*** Opening DATA IN THIS EXERCISE ***

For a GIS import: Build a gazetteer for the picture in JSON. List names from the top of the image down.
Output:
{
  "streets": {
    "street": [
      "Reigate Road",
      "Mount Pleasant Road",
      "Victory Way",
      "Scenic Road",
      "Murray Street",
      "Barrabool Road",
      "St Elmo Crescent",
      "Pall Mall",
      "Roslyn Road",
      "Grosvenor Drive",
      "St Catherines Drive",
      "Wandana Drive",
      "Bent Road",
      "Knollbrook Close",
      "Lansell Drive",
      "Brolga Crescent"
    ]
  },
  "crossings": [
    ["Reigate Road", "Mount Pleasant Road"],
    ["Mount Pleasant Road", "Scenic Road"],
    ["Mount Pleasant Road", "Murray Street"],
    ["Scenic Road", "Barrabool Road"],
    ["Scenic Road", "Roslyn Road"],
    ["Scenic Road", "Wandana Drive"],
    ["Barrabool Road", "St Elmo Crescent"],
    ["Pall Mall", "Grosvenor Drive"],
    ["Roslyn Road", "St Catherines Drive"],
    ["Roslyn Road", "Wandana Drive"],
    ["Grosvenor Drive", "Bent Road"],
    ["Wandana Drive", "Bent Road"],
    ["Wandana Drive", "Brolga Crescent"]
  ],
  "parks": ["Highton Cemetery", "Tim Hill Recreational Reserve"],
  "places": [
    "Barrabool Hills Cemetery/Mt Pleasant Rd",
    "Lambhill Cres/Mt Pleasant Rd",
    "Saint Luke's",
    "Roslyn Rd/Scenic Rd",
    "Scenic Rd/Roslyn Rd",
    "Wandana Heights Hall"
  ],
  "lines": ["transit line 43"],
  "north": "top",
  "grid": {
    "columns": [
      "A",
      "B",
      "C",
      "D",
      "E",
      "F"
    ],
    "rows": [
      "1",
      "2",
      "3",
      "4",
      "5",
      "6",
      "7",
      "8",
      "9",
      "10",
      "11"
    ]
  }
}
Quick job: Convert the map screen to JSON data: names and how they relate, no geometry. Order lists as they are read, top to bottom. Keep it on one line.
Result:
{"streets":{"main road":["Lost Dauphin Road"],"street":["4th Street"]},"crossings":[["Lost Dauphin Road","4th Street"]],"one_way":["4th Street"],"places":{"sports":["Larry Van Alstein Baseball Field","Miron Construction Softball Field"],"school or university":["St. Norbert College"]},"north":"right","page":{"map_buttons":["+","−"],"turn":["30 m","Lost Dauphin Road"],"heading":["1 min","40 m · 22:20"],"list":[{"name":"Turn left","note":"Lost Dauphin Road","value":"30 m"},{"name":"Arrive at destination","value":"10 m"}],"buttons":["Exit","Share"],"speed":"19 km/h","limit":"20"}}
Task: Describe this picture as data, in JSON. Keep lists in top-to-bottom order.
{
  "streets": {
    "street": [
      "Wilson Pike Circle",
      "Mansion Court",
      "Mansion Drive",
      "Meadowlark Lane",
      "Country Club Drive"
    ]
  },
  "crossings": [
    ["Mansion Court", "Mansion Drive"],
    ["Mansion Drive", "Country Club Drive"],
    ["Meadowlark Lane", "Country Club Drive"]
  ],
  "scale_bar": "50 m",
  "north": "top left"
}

*** Closing DATA IN THIS EXERCISE ***

EXERCISE BRIEF — Could you give the records above again, exactly and in full?

REPLY —
For a GIS import: Build a gazetteer for the picture in JSON. List names from the top of the image down.
Output:
{
  "streets": {
    "street": [
      "Reigate Road",
      "Mount Pleasant Road",
      "Victory Way",
      "Scenic Road",
      "Murray Street",
      "Barrabool Road",
      "St Elmo Crescent",
      "Pall Mall",
      "Roslyn Road",
      "Grosvenor Drive",
      "St Catherines Drive",
      "Wandana Drive",
      "Bent Road",
      "Knollbrook Close",
      "Lansell Drive",
      "Brolga Crescent"
    ]
  },
  "crossings": [
    ["Reigate Road", "Mount Pleasant Road"],
    ["Mount Pleasant Road", "Scenic Road"],
    ["Mount Pleasant Road", "Murray Street"],
    ["Scenic Road", "Barrabool Road"],
    ["Scenic Road", "Roslyn Road"],
    ["Scenic Road", "Wandana Drive"],
    ["Barrabool Road", "St Elmo Crescent"],
    ["Pall Mall", "Grosvenor Drive"],
    ["Roslyn Road", "St Catherines Drive"],
    ["Roslyn Road", "Wandana Drive"],
    ["Grosvenor Drive", "Bent Road"],
    ["Wandana Drive", "Bent Road"],
    ["Wandana Drive", "Brolga Crescent"]
  ],
  "parks": ["Highton Cemetery", "Tim Hill Recreational Reserve"],
  "places": [
    "Barrabool Hills Cemetery/Mt Pleasant Rd",
    "Lambhill Cres/Mt Pleasant Rd",
    "Saint Luke's",
    "Roslyn Rd/Scenic Rd",
    "Scenic Rd/Roslyn Rd",
    "Wandana Heights Hall"
  ],
  "lines": ["transit line 43"],
  "north": "top",
  "grid": {
    "columns": [
      "A",
      "B",
      "C",
      "D",
      "E",
      "F"
    ],
    "rows": [
      "1",
      "2",
      "3",
      "4",
      "5",
      "6",
      "7",
      "8",
      "9",
      "10",
      "11"
    ]
  }
}
Quick job: Convert the map screen to JSON data: names and how they relate, no geometry. Order lists as they are read, top to bottom. Keep it on one line.
Result:
{"streets":{"main road":["Lost Dauphin Road"],"street":["4th Street"]},"crossings":[["Lost Dauphin Road","4th Street"]],"one_way":["4th Street"],"places":{"sports":["Larry Van Alstein Baseball Field","Miron Construction Softball Field"],"school or university":["St. Norbert College"]},"north":"right","page":{"map_buttons":["+","−"],"turn":["30 m","Lost Dauphin Road"],"heading":["1 min","40 m · 22:20"],"list":[{"name":"Turn left","note":"Lost Dauphin Road","value":"30 m"},{"name":"Arrive at destination","value":"10 m"}],"buttons":["Exit","Share"],"speed":"19 km/h","limit":"20"}}
Task: Describe this picture as data, in JSON. Keep lists in top-to-bottom order.
{
  "streets": {
    "street": [
      "Wilson Pike Circle",
      "Mansion Court",
      "Mansion Drive",
      "Meadowlark Lane",
      "Country Club Drive"
    ]
  },
  "crossings": [
    ["Mansion Court", "Mansion Drive"],
    ["Mansion Drive", "Country Club Drive"],
    ["Meadowlark Lane", "Country Club Drive"]
  ],
  "scale_bar": "50 m",
  "north": "top left"
}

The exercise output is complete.